Here we go with another building project named “Crossing” somewhere in its nomenclature. And like The Crossing in Jamaica, 115 Delancy has a significant affordability component. At 26 stories and with 195 apartments, 115 Delancy Street is part of an enormous development project known as Essex Crossing. Just how affordable is an apartment at 115 Delancy Street?
How is 115 Delancy Street affordable?
This project is affordable because it receives a twenty year 421-a property tax abatement. But not every unit is rent stabilized. Out of 195 apartments, 99 will be rent stabilized, 96 are considered “market rate.” For a few moments, I thought perhaps this building was constructed under the “new” 421-a, aka “Affordable New York” with the use of “market rate” appearing in the regulatory agreement. But construction would need to have started late January 1, 2016, and I think this project slipped in under the old program.
Since this is a 421-a building, 99 apartments will be subject to rent stabilization. With the remaining 95 market rate units, some could be rent stabilized depending on where the rents settle, at least according to the regulatory agreement. Depending on one’s income, rent can be a low as $519 a month (if the renter’s income is less than $20,000, but as high as $3,424, if a family of 3 or more is making over $119,000 a year. Curbed has a good article describing the rental scheme for 115 Delancy Street.
Although 115 Delancy Street is a rental building, the devil is always in the details. It’s actually a seven unit condominium, split between different entities within the building. One condo is for the “Essex Street Market”, two condos are for the movie theater and retail space, another is for an “urban farm”, one is for 45 income restricted units, another is for the market rate units, and the last is for the 53 apartments set aside for low income tenants. Now, you might be saying, “hey, I thought condos were exempt from rent stabilization!” They are, but the individual apartments would need to be condos and owned outright. Organizing blocks of condos for organizational purposes is another story, and are not exempt from rent regulation.

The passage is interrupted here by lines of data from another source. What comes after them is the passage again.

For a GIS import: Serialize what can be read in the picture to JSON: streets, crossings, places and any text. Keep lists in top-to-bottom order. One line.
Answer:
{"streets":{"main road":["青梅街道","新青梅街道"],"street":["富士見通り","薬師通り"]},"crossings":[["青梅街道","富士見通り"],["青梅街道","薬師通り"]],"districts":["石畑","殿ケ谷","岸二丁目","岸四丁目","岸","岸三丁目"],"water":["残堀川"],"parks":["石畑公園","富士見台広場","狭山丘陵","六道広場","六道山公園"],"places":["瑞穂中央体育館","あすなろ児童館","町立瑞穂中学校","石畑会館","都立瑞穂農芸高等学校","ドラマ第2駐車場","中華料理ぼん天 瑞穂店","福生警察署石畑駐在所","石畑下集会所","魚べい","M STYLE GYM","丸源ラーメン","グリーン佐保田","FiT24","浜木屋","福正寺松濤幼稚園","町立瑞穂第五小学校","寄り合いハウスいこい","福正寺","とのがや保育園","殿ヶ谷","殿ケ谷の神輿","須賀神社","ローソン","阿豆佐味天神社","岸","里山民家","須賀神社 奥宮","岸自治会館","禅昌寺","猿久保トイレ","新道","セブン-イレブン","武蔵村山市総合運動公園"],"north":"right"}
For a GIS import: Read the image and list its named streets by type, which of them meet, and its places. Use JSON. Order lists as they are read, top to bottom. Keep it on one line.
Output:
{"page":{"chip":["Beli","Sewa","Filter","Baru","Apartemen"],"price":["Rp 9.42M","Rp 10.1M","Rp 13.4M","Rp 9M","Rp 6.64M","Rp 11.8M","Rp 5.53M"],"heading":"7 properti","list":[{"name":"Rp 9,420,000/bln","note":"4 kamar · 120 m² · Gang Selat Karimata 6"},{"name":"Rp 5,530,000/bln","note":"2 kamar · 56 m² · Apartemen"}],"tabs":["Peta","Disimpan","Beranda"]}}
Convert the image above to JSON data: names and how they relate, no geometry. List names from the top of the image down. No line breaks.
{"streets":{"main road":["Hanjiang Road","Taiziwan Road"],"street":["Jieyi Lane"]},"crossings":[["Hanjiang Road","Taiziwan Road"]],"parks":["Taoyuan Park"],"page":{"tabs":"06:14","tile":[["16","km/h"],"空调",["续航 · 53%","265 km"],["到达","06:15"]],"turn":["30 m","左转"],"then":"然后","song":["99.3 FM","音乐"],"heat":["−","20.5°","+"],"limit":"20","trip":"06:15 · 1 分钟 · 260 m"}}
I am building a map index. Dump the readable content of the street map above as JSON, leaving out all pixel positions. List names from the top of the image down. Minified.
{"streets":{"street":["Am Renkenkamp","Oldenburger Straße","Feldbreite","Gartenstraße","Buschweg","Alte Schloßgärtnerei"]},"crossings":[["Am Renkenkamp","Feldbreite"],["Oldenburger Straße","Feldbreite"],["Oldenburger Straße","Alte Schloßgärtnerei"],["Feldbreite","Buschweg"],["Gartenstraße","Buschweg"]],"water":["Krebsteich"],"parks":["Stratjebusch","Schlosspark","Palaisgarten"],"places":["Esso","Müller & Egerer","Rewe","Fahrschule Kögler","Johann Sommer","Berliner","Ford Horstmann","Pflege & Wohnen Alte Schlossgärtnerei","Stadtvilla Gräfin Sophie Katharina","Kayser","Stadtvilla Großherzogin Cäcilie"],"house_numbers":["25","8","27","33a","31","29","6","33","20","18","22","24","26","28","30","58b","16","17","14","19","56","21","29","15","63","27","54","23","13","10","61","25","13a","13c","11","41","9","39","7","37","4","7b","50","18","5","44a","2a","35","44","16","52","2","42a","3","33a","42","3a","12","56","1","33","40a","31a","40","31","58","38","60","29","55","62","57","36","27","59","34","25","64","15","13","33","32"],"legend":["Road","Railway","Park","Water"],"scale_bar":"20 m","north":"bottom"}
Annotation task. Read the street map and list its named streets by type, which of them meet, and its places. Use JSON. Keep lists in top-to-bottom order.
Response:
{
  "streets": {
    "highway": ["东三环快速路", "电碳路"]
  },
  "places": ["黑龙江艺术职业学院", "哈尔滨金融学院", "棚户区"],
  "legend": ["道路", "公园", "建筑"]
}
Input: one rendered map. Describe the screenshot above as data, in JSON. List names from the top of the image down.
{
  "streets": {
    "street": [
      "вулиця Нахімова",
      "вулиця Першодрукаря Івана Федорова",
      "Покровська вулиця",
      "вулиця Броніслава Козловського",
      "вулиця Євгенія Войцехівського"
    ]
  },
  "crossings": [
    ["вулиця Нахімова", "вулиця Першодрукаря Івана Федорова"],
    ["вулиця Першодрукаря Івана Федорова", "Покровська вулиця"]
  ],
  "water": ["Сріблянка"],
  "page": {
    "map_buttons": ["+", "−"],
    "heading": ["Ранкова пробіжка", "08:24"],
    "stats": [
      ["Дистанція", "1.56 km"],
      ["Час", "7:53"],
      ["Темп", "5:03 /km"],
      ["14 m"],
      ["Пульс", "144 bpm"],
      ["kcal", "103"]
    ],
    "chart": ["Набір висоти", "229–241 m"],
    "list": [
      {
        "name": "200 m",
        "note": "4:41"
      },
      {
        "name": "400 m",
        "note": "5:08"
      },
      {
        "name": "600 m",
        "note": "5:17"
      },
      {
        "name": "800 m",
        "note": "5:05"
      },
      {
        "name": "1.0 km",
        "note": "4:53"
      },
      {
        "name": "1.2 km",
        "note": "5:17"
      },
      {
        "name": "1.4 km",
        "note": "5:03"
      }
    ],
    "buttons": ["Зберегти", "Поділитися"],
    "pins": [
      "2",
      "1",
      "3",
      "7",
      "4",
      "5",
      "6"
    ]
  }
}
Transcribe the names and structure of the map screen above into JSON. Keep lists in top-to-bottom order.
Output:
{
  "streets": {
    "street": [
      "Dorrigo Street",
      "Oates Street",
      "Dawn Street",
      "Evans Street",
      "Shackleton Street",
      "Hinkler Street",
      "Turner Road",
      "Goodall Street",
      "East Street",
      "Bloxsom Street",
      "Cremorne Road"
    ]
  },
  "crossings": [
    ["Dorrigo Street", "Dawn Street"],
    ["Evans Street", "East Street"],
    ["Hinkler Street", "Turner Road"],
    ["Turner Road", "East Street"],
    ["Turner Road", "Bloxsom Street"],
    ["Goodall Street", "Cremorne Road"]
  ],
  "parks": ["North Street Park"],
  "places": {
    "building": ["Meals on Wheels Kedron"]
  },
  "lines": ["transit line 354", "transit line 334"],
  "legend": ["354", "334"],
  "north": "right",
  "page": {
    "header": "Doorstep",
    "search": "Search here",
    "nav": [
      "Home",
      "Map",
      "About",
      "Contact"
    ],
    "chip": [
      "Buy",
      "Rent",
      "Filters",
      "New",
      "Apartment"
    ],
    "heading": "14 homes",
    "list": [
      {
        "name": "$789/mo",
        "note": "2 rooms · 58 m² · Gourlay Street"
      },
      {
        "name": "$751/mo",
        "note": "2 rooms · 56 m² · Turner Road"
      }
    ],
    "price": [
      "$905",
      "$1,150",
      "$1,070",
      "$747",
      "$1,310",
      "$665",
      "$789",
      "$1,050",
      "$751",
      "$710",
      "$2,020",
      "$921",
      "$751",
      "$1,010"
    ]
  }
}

Not everyone is on board with Essex Crossing. The Lower East Side, like much of New York, is seeing a rapid transformation from the city of old to…whatever it’s becoming. It’s easy enough to dismiss this sidewalk poster art as someone who may not know about the affordability components of Essex Crossing as a whole. But affordability is just a small piece of the puzzle. Essex Crossing standing alone may not lead to much gentrification, but Essex Crossing combined with the many other local projects, particularly One Manhattan Square, leaves an uncertain future for the area.